Cell surface marker analysis was performed by flow cytometry using the FACSCalibur (Beckman Coulter) after incubating 5 × 105 cells with 1 µg anti-FcγRIII/II antibody (2.4G2, Fc block; Monoclonal Antibody Core Facility, Memorial Sloan-Kettering Cancer Center) and then labeling with 1 µg FITC-, PE-, PerCP-, or APC-conjugated antibodies directed against MHC II (I-Ab), B220 (RA3-6B2), CD3ε (17A2), CD4 (RM4-5) CD8α (53-6.7), CD11b (M1/70), CD11c (HL3), CD25 (PC61.5), CD40 (HM40-3), CD45.2 (104), CD69 (H1.2F3), CD86 (GL1), F/480 (BM8), Foxp3 (FJK-16s), FAS Ligand (MFL3), NK1.1 (PK136), and Gr1 (RB6-8C5; all BD, eBioscience, or BioLegend). Pancreatic mononuclear cells were also stained for TLR4 (Imgenex). Dead cells were excluded by staining with 7-amino-actinomycin D (BD).

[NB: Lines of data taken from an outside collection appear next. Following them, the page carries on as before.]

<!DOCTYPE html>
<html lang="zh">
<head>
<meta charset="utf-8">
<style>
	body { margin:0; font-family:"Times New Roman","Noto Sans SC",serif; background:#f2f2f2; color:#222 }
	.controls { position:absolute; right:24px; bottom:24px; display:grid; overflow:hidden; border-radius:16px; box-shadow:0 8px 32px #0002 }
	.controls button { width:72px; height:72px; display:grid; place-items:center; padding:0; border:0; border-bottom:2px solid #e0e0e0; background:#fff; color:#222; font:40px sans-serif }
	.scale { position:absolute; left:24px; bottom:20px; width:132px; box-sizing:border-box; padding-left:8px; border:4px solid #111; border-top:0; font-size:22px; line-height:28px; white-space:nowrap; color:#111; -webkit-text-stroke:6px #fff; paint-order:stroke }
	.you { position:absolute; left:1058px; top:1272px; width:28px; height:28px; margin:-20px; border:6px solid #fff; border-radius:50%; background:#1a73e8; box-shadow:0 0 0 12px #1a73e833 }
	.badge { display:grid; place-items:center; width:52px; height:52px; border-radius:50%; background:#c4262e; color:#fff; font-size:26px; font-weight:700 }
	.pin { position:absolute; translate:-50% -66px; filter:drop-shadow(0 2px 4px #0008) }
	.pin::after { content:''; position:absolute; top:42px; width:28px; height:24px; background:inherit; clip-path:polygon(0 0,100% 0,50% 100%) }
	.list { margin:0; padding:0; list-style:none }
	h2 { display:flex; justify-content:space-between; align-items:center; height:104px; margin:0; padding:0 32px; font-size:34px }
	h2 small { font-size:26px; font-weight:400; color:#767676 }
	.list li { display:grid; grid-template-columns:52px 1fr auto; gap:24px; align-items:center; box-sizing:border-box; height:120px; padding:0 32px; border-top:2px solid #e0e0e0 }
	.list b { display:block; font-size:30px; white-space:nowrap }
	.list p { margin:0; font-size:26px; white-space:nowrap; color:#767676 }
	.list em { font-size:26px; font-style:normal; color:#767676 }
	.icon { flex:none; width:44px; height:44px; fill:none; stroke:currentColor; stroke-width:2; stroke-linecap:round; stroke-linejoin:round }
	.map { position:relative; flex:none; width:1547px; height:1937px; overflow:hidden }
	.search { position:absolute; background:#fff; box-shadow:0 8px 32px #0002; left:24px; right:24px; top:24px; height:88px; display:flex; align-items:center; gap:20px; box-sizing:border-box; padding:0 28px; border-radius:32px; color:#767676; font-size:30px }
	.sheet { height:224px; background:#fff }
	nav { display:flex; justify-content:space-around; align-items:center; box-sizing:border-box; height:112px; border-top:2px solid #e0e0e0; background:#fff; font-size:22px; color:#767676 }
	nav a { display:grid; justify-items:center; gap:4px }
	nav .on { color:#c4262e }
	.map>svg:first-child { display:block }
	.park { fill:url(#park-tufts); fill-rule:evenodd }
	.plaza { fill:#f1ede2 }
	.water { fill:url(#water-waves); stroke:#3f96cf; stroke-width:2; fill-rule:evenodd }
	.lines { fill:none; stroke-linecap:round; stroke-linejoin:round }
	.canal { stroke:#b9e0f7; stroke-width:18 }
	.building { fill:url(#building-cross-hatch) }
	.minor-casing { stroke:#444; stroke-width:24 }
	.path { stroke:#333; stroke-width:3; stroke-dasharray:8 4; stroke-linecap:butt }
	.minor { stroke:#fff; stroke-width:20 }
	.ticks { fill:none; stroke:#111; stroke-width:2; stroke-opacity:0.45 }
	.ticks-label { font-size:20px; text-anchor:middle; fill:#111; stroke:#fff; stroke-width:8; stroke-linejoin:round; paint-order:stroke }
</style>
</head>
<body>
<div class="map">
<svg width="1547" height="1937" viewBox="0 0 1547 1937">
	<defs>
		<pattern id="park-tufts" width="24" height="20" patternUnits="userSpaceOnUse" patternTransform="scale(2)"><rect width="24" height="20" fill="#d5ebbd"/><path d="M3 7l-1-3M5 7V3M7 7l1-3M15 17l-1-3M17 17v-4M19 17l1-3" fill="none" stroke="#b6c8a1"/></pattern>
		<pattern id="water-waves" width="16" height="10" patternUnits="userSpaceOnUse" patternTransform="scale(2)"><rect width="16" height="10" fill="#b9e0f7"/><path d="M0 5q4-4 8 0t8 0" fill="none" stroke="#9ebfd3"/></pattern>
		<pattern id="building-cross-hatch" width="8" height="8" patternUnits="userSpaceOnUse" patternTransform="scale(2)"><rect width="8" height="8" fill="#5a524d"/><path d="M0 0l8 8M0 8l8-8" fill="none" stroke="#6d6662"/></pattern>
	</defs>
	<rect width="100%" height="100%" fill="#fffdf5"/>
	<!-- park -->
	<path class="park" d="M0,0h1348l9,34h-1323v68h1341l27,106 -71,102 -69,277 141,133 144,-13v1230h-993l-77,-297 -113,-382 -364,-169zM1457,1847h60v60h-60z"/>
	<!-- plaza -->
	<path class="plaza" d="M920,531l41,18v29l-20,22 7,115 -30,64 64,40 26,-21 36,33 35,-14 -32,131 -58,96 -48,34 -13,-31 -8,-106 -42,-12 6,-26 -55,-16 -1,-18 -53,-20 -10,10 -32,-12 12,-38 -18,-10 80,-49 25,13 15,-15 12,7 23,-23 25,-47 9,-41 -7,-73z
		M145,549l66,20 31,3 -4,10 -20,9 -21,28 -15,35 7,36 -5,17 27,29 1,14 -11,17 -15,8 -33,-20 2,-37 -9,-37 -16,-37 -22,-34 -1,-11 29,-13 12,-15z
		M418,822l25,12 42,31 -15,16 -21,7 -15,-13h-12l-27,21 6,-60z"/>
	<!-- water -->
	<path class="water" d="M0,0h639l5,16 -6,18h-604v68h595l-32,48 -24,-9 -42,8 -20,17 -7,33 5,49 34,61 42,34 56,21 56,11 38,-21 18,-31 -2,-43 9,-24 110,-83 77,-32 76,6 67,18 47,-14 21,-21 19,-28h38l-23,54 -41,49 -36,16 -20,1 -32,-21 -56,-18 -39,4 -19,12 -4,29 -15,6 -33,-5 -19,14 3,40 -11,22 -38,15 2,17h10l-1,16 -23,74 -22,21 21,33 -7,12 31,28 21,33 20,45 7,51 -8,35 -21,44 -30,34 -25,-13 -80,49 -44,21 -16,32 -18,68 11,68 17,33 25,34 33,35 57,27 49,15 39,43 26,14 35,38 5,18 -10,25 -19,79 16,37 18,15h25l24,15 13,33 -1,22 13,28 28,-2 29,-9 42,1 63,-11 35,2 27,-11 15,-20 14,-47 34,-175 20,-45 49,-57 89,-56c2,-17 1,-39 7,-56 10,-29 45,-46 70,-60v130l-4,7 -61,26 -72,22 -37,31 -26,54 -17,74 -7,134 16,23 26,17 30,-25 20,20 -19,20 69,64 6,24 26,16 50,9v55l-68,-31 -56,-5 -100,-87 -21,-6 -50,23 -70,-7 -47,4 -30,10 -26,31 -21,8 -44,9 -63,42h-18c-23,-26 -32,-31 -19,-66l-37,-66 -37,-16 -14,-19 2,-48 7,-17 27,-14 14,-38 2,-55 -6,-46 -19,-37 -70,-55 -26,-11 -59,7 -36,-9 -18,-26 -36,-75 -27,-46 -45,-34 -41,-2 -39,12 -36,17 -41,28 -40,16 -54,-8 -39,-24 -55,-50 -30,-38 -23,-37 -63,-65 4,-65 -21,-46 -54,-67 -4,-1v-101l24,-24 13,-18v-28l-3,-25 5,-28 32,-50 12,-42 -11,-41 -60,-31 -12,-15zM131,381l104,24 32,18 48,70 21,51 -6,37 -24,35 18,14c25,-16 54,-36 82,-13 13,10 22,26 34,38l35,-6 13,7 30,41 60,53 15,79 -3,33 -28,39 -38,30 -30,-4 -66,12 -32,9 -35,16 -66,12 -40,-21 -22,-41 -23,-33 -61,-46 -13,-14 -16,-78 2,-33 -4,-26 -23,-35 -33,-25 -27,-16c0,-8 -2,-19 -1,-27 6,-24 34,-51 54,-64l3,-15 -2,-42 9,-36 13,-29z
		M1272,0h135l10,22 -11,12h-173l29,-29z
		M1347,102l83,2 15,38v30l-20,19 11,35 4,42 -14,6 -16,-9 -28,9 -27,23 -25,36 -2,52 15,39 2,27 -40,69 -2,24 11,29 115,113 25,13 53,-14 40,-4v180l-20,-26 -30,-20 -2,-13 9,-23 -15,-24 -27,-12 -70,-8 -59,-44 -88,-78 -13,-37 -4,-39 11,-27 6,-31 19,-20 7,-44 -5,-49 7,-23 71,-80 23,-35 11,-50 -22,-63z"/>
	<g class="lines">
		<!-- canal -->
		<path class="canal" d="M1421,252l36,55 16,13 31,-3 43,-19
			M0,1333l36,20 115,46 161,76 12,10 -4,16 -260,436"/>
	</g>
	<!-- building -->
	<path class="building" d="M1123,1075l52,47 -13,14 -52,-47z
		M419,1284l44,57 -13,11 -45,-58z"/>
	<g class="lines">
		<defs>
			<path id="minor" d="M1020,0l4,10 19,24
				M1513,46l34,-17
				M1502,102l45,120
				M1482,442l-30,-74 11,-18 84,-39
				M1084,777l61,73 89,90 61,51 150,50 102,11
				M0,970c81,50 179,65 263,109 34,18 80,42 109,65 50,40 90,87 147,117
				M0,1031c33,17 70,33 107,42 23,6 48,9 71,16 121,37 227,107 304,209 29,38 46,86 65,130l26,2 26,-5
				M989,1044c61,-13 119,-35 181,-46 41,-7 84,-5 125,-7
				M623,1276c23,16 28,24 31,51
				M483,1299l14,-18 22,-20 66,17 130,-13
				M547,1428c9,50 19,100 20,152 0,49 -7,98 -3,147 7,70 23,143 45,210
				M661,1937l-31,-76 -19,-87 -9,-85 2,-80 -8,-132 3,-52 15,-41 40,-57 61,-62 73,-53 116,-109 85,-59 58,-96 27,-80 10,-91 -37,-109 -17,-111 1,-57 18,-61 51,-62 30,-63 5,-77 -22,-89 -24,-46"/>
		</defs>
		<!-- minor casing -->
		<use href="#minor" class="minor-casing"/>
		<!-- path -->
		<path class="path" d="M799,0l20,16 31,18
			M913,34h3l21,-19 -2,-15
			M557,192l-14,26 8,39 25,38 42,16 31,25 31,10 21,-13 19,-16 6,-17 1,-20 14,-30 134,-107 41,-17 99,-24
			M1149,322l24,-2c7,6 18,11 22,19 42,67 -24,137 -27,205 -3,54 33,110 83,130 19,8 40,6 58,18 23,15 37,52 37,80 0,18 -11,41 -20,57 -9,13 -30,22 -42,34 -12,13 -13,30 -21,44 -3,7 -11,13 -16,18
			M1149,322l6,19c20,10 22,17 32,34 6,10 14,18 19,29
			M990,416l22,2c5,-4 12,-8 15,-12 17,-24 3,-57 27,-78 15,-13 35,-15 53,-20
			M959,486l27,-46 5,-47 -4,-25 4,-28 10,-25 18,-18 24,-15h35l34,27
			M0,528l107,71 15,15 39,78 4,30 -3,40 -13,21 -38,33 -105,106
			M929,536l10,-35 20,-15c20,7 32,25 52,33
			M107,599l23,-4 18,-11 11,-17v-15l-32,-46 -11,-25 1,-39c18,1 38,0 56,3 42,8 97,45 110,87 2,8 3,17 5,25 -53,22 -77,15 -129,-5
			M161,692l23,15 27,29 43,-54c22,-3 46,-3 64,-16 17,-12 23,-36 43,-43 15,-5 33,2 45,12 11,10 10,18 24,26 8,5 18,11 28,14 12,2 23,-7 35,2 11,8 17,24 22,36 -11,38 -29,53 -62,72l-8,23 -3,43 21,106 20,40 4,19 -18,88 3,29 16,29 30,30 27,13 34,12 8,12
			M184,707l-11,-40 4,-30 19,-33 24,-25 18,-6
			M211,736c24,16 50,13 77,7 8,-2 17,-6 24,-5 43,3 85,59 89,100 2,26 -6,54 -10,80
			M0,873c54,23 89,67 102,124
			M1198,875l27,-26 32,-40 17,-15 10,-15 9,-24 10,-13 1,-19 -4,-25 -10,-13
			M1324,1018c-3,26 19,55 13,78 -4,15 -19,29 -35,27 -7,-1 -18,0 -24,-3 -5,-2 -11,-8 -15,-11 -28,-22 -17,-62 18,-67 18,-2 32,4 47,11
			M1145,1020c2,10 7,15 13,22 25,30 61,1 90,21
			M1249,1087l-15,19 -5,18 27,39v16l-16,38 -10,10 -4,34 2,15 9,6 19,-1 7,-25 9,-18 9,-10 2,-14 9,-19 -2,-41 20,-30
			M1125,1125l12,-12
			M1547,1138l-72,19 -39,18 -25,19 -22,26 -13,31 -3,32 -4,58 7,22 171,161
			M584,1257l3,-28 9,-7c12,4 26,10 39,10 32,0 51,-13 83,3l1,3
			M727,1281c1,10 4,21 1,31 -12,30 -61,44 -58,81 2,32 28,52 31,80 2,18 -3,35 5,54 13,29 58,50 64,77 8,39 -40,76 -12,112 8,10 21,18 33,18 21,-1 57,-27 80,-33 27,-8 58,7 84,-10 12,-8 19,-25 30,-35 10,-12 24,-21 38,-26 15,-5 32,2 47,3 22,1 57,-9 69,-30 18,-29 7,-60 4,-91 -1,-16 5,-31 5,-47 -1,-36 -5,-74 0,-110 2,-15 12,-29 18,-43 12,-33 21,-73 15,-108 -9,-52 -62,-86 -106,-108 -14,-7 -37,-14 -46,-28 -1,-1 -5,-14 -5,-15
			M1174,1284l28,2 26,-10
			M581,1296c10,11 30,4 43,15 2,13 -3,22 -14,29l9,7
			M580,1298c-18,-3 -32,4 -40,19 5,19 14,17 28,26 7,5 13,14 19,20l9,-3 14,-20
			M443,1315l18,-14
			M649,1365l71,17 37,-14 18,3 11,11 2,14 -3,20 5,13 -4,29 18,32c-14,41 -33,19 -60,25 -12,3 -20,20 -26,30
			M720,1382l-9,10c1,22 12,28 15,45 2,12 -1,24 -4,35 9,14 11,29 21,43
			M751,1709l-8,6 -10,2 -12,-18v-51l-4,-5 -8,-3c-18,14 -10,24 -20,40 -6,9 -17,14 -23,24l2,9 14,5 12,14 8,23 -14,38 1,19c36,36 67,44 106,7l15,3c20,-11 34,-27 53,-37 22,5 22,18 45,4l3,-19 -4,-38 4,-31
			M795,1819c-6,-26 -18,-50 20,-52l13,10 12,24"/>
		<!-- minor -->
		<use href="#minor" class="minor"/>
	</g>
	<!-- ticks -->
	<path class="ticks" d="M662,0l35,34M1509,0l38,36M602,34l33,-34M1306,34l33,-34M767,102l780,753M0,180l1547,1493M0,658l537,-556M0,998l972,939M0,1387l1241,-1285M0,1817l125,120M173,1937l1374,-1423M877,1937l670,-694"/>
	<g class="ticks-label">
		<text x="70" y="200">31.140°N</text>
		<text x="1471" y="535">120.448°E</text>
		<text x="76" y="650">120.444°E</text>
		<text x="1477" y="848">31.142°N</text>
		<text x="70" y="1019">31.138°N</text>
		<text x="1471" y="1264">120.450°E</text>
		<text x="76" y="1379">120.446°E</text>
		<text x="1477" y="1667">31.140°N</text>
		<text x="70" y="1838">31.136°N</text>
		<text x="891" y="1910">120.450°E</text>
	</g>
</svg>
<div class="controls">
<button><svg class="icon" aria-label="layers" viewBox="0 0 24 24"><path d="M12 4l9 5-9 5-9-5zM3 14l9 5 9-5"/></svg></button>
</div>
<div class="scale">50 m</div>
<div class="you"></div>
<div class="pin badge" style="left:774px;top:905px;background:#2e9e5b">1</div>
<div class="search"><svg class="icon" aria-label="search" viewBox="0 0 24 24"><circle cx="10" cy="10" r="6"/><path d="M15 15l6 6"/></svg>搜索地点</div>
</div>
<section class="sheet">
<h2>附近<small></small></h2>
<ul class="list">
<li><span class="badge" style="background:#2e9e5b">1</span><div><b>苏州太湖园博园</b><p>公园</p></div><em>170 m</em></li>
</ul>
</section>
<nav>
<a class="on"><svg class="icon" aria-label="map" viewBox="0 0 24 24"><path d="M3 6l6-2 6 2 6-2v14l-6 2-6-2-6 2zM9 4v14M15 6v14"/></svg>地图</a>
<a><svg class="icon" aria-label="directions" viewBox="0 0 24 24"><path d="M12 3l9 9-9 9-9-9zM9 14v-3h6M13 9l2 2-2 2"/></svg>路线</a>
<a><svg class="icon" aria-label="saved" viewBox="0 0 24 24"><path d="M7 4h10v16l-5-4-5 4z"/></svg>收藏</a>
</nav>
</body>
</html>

For histological analysis, paraffin-embedded or frozen sections were stained with hematoxylin and eosin (H&E), Gomori’s Trichrome, Alcian blue, or Picric acid–Sirius red. In addition, immunohistochemistry was performed using antibodies directed against CD3 (Invitrogen), CD4 (Abbiotec), p53 (Novocastra), CK19 (Developmental Studies Hybridoma Bank), Desmin (Sigma-Aldrich), α-SMA (Novus Biologicals), TLR4 (Imgenex), amylase (Sigma-Aldrich), CD11c, DC-SIGN, CD1a (BD), CD123, and insulin (Abcam). Photographs were taken using a DM2M microscope (Leica) and a digital camera (Optronics). Fluorescent images were captured on an Axiovert 200M fluorescence microscope (Carl Zeiss). Ductal dysplasia was identified and graded in a blinded manner according to established criteria (Hingorani et al., 2003; Hruban et al., 2004). In brief, in PanIN I lesions, the normal cuboidal PDECs transition to columnar architecture. PanIN II lesions are associated with additional nuclear abnormalities such as loss of polarity. PanIN III lesions, or in situ carcinoma, show cribriforming, budding off of cells, and luminal necrosis with marked cytological abnormalities, without invasion beyond the basement membrane.
Data are presented as mean ± standard error of mean. Statistical significance was determined by the Student’s t test or the log-rank test using Prism 4 (GraphPad Software). P-values < 0.05 were considered significant.
Fig. S1 shows divergent effects of modulating MyD88 and TRIF signaling on pancreatic carcinogenesis. Online supplemental material is available at http://www.jem.org/cgi/content/full/jem.20111706/DC1.
This work was supported in part by grants from the Society of University Surgeons (to G. Miller), the National Pancreas Foundation (to G. Miller), the Irvington Institute Postdoctoral Fellowship Program of the Cancer Research Institute (to Y. Pylayeve-Gupta), and National Institutes of Health Awards CA108573 (to A.B. Frey), CA055360 (to D. Bar-Sagi), DK085278 (to G. Miller), and CA155649 (to G. Miller). The Flow Cytometry and Histology and Immunohistochemistry Core Facilities of the New York University School of Medicine are partially supported by the National Institutes of Health (grant 5 P30CA016087-31).
The authors have no conflicting financial interests.